Screen-space viewport picking (GPU-based raycast alternative)

Apologies in advance for a potentially long-winded post that explores the limitations of raycasting in Blender, and a high level technical proposal for a solution.

At my studio we have written a lot of internal scripts and addons, and many use raycasting to interact with the objects and elements in the scene. This is always an area I have felt that Blender falls short of other DCC apis- because there are multiple raycast methods available to us and they all have their own unique limitations that we end up having to write hacky workarounds for. I have spent a lot of time working with raycasting in bpy, so here are a handful of my complaints (before I get to the proposed solution):

BVH raycast:

  • very fast, but requires a BVH tree to work, which is extremely slow to build on dense geometry, and has to be built for each object you want to hit (so a viewport-wide raycast is generally out of the question in a production environment like ours).
  • It hits geometry that is invisible (backfaces when they are being culled, hidden faces), forcing ‘penetration re-casting’ which adds additional recursive logic and complexity.
  • cannot raycast to non-mesh objects, or meshes that have no faces.
  • when picking from a viewport you have to take near/far camera clipping planes into consideration to avoid hitting faces that are culled due to clipping (it’s possible, for example, to raycast from the camera and accidentally hit a face that is clipped by the near plane if you did not offset your starting point to accomodate the near plane)

Scene raycast:

  • very fast
  • can’t raycast to unevaluated geometry, forcing you to disable modifiers, raycast, then re-enable them.
  • doesn’t work in edit mode without first pushing edit mode changes to mesh data (which is very slow).
  • hits objects that are not part of the local view, forcing you to hide objects you do not want to hit (likely everything not in local view).
  • cannot raycast to non-mesh objects, or meshes that have no faces.
  • when picking from a viewport you have to take near/far camera clipping planes into consideration to avoid hitting objects that are culled due to clipping

Recently I had some downtime and started thinking of alternatives to circumvent these limitations and may have come up with an idea worth experimenting with and thought that I would post it here for discussion.

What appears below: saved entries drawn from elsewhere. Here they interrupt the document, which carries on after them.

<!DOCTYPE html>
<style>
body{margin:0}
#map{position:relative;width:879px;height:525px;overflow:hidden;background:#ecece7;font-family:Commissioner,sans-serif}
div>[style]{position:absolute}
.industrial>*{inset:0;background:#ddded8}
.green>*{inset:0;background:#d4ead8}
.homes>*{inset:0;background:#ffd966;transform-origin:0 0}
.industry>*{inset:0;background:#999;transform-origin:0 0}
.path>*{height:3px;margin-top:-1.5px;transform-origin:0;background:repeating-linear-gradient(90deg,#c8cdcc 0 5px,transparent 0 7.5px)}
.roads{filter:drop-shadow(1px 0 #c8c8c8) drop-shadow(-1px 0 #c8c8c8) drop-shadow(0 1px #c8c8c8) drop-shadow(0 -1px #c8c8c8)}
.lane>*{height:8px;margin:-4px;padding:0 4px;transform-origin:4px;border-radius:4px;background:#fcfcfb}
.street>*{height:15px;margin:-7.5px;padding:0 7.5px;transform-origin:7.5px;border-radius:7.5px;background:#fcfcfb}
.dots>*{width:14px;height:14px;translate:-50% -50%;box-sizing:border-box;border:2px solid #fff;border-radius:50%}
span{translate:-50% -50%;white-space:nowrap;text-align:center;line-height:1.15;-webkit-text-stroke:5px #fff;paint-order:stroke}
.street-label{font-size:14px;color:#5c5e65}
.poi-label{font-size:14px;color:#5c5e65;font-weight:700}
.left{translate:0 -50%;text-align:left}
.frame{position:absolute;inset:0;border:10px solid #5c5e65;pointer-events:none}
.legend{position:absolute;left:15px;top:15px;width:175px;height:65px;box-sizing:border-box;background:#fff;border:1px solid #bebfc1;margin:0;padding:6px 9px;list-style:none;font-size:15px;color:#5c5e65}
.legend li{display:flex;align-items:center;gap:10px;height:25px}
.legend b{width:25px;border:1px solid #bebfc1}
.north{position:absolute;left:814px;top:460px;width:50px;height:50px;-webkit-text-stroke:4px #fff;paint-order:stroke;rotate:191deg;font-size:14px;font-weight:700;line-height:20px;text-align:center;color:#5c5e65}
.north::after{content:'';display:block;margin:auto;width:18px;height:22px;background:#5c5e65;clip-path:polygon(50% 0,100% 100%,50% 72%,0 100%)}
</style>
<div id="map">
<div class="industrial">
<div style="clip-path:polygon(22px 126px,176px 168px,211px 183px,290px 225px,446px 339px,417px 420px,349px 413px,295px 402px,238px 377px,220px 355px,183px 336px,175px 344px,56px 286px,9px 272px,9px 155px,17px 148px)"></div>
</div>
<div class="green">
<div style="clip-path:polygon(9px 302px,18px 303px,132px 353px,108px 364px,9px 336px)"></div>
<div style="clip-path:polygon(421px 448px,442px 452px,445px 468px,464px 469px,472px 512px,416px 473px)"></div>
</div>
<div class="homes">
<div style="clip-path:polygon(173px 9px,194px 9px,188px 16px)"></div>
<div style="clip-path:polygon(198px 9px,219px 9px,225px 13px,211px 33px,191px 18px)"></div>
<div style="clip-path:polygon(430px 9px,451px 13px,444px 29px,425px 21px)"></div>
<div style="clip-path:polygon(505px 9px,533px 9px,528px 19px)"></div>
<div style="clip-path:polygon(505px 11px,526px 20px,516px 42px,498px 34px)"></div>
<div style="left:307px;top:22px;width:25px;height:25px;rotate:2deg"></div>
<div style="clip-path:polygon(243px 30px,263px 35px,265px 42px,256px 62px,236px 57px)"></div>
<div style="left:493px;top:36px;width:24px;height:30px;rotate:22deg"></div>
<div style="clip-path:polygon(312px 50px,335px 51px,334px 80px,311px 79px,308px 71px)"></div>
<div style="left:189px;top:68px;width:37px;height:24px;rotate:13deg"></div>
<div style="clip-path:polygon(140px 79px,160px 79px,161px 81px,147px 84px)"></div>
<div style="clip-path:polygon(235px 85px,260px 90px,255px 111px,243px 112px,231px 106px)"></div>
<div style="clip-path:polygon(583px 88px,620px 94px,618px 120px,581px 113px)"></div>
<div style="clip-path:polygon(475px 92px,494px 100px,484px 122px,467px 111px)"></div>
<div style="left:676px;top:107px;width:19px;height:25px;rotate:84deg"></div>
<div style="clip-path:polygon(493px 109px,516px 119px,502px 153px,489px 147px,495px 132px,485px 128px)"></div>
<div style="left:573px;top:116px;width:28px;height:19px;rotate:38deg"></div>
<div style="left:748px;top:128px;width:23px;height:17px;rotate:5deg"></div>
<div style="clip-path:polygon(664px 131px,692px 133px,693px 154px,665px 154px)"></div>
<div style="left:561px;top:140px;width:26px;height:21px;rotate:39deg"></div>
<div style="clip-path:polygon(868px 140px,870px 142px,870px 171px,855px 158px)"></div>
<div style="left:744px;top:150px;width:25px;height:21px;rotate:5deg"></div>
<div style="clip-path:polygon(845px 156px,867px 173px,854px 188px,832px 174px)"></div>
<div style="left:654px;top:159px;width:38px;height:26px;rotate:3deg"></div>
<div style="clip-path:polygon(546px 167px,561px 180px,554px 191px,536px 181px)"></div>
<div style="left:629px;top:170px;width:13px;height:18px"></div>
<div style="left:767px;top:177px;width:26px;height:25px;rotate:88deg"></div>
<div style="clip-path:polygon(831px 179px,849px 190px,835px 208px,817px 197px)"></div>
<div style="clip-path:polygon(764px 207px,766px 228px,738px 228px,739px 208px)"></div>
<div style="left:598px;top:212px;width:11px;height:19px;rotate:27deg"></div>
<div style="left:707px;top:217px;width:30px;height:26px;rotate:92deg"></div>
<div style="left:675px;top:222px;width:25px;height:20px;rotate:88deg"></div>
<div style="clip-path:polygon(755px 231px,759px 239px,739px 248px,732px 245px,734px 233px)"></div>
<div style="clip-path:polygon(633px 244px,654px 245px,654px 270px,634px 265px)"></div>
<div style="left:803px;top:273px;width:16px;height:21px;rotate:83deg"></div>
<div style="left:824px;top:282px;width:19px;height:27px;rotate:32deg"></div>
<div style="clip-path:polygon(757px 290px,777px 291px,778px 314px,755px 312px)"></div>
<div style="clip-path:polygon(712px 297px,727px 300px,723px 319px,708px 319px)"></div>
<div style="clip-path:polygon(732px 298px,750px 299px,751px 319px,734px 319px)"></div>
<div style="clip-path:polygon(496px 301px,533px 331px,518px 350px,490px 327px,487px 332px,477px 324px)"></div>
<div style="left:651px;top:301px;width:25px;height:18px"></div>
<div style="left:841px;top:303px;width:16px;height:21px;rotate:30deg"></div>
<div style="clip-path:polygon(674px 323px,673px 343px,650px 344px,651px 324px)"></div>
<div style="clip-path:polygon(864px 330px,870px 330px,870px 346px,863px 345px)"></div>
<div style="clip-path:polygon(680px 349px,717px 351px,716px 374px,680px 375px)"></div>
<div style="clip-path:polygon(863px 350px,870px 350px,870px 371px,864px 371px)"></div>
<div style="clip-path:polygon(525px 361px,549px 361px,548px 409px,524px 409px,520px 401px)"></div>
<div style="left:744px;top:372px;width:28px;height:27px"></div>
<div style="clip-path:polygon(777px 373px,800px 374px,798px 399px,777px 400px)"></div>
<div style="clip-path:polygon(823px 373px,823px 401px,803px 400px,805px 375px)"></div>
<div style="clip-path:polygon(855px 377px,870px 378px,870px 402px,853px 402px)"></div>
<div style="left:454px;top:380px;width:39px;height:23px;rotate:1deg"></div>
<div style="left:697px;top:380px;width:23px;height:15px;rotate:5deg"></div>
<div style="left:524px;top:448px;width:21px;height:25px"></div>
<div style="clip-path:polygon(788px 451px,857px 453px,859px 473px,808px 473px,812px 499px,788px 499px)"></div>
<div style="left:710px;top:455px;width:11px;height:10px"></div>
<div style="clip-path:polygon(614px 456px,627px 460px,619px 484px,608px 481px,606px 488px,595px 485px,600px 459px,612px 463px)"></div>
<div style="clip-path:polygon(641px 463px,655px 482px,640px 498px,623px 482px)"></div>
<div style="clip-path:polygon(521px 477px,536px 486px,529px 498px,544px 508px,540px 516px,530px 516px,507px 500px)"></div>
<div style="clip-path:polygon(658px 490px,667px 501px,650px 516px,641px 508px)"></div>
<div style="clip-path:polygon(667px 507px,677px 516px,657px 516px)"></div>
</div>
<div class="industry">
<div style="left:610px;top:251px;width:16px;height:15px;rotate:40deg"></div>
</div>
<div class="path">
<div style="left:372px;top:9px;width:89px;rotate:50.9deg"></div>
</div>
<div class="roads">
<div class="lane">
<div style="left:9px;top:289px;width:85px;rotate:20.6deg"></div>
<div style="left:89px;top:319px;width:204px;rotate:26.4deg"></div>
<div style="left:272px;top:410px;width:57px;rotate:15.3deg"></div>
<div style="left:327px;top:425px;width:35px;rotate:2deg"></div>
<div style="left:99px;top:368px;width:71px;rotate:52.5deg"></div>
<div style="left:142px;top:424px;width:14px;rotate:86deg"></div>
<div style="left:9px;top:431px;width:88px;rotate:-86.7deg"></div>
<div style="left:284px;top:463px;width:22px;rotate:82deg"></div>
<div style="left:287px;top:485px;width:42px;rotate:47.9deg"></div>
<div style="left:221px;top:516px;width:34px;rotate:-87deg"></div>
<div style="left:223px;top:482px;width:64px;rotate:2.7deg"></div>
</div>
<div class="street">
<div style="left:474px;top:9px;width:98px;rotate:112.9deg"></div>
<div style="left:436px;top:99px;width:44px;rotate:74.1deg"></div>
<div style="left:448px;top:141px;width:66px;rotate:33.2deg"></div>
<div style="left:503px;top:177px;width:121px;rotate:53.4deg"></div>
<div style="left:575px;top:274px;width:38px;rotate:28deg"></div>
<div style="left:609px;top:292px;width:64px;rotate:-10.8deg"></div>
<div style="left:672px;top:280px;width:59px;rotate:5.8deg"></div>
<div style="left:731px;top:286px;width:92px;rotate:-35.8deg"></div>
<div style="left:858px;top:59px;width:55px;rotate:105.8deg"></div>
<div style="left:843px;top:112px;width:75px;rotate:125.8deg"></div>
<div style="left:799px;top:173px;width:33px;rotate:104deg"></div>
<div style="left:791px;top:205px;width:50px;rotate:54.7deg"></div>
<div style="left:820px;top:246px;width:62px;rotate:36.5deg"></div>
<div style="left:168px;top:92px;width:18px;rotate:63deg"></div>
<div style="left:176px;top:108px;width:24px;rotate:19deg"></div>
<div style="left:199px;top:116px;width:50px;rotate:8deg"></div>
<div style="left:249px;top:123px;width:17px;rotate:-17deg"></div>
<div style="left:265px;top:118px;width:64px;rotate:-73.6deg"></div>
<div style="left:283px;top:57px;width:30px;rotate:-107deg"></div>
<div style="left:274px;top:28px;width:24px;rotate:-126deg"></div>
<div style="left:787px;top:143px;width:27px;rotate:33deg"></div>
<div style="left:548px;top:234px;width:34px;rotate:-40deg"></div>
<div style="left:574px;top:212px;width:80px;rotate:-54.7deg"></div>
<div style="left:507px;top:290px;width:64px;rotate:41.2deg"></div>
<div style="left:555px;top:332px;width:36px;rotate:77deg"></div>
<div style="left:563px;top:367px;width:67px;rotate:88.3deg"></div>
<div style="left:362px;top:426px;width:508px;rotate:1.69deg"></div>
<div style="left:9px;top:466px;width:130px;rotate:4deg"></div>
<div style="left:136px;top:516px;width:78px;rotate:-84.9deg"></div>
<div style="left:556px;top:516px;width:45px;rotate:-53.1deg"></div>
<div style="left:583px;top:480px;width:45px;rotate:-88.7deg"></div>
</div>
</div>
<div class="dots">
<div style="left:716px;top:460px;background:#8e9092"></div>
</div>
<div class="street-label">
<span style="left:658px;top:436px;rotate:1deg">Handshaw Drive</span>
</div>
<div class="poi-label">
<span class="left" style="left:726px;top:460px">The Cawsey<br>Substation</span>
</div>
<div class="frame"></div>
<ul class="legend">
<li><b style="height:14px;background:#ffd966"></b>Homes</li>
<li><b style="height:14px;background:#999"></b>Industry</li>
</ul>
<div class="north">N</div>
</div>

There are many uses for raycasting, but by far the most common use-case for raycasting is viewport picking. Take screen space coordinates, return the object or element directly under those coordinates. And in most (if not all) of these situations, you want a ‘what you see is what you get’ picking scenario- so things that are not visible should not be available for picking.

My proposal is for a GPU-based screen space picking solution- map each object or element to a color and write that color to an offscreen texture. Then use screen coordinates to look up the texture and return the object or element visible at that pixel based on the color that was found. My gut tells me this would be extremely fast, since you’re essentially just using a shader to write a solid color to an offscreen texture. Obviously this introduces a potentially large additional texture to VRAM depending on screen resolution, but I honestly think that a smaller buffer could be used (half the viewport size, maybe less). A drop in the bucket really…

One argument might be- why not just elminiate the need for this type of solution by finding out why raycasting is slow and make it faster, or why not introduce new options to allow for circumvention of the various ‘downsides’, and it really comes back to that ‘general use case’ in my opinion: 90% of the time, when a python developer needs to raycast they are interested in viewport picking. As it currently exists, raycasting from one arbitrary point to another works great- but it’s far too generic for what most people want to use it for and it introduces a lot of technical burden to studios that need robust viewport picking for their pipelines.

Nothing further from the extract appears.